Data records:
########
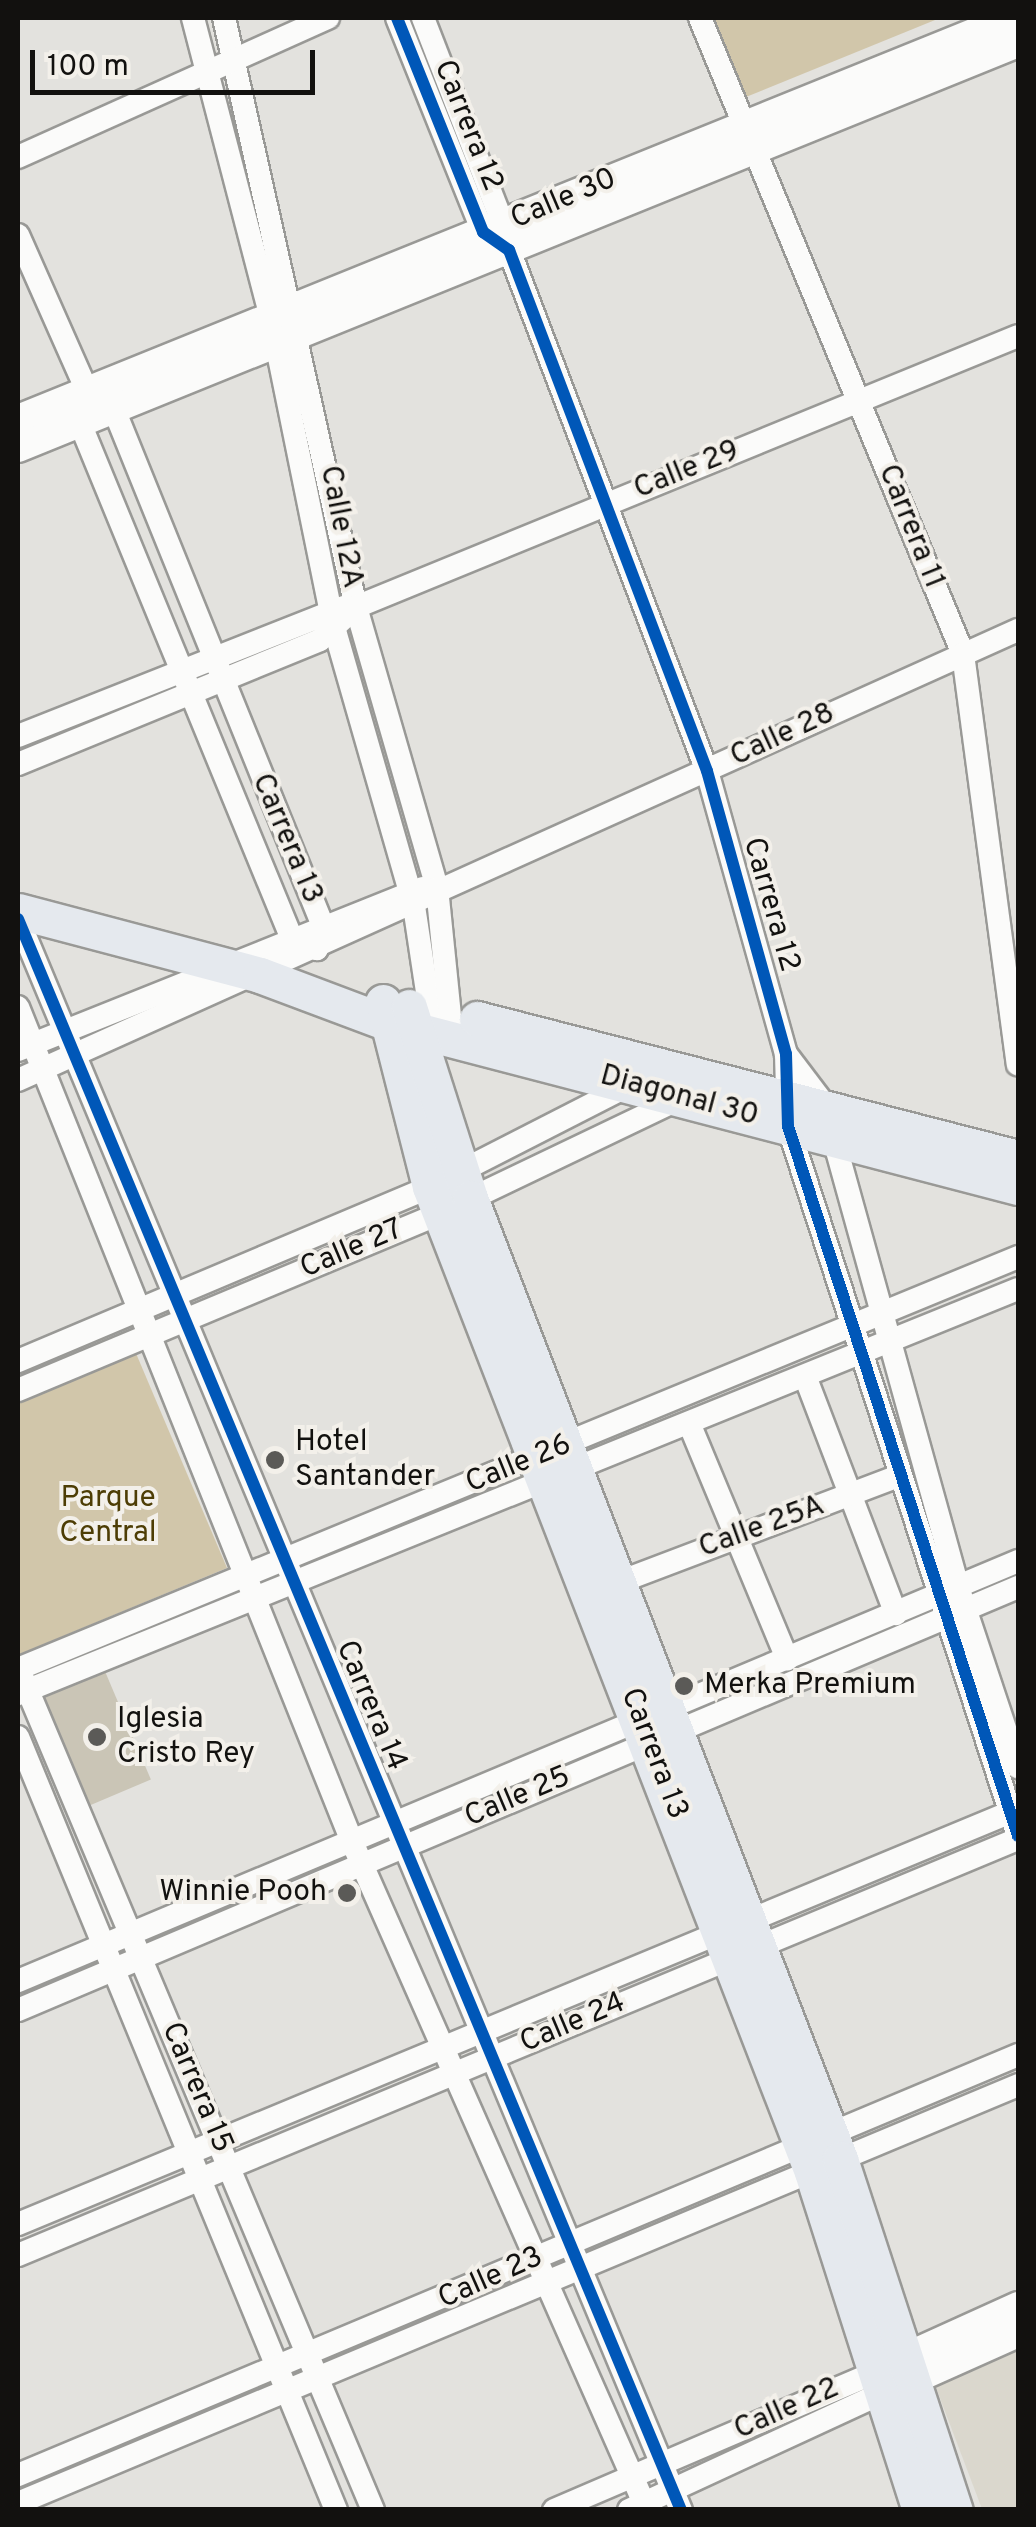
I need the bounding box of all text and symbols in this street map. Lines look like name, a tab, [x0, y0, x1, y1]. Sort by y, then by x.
scale bar	[35, 30, 320, 92]
text: 100 m	[47, 49, 129, 86]
street label: Carrera 12	[424, 55, 510, 197]
street label: Calle 30	[506, 162, 622, 238]
street label: Calle 29	[629, 434, 745, 508]
street label: Carrera 11	[869, 460, 951, 594]
street label: Calle 12A	[310, 463, 370, 591]
street label: Calle 28	[725, 696, 841, 776]
street label: Carrera 13	[243, 769, 329, 909]
street label: Carrera 12	[734, 834, 806, 976]
street label: Diagonal 30	[596, 1059, 762, 1135]
street label: Calle 27	[295, 1212, 409, 1288]
place label: Hotel Santander	[295, 1425, 435, 1496]
street label: Calle 26	[461, 1428, 577, 1502]
marker: Hotel Santander	[264, 1449, 286, 1471]
park label: Parque Central	[59, 1481, 157, 1552]
street label: Calle 25A	[694, 1489, 830, 1567]
street label: Carrera 14	[327, 1636, 413, 1776]
place label: Merka Premium	[704, 1668, 916, 1704]
marker: Merka Premium	[673, 1675, 695, 1697]
street label: Carrera 13	[612, 1683, 694, 1825]
place label: Iglesia Cristo Rey	[117, 1702, 255, 1772]
marker: Iglesia Cristo Rey	[86, 1726, 108, 1748]
street label: Calle 25	[460, 1760, 576, 1836]
place label: Winnie Pooh	[159, 1875, 327, 1911]
marker: Winnie Pooh	[336, 1882, 358, 1904]
street label: Calle 24	[515, 1986, 631, 2062]
street label: Carrera 15	[152, 2017, 240, 2159]
street label: Calle 23	[433, 2240, 549, 2318]
street label: Calle 22	[729, 2371, 845, 2449]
########
§ **What is required**
Above are the records; copy every one of them exactly and omit the images.

§ **Task solution**
I need the bounding box of all text and symbols in this street map. Lines look like name, a tab, [x0, y0, x1, y1]. Sort by y, then by x.
scale bar	[35, 30, 320, 92]
text: 100 m	[47, 49, 129, 86]
street label: Carrera 12	[424, 55, 510, 197]
street label: Calle 30	[506, 162, 622, 238]
street label: Calle 29	[629, 434, 745, 508]
street label: Carrera 11	[869, 460, 951, 594]
street label: Calle 12A	[310, 463, 370, 591]
street label: Calle 28	[725, 696, 841, 776]
street label: Carrera 13	[243, 769, 329, 909]
street label: Carrera 12	[734, 834, 806, 976]
street label: Diagonal 30	[596, 1059, 762, 1135]
street label: Calle 27	[295, 1212, 409, 1288]
place label: Hotel Santander	[295, 1425, 435, 1496]
street label: Calle 26	[461, 1428, 577, 1502]
marker: Hotel Santander	[264, 1449, 286, 1471]
park label: Parque Central	[59, 1481, 157, 1552]
street label: Calle 25A	[694, 1489, 830, 1567]
street label: Carrera 14	[327, 1636, 413, 1776]
place label: Merka Premium	[704, 1668, 916, 1704]
marker: Merka Premium	[673, 1675, 695, 1697]
street label: Carrera 13	[612, 1683, 694, 1825]
place label: Iglesia Cristo Rey	[117, 1702, 255, 1772]
marker: Iglesia Cristo Rey	[86, 1726, 108, 1748]
street label: Calle 25	[460, 1760, 576, 1836]
place label: Winnie Pooh	[159, 1875, 327, 1911]
marker: Winnie Pooh	[336, 1882, 358, 1904]
street label: Calle 24	[515, 1986, 631, 2062]
street label: Carrera 15	[152, 2017, 240, 2159]
street label: Calle 23	[433, 2240, 549, 2318]
street label: Calle 22	[729, 2371, 845, 2449]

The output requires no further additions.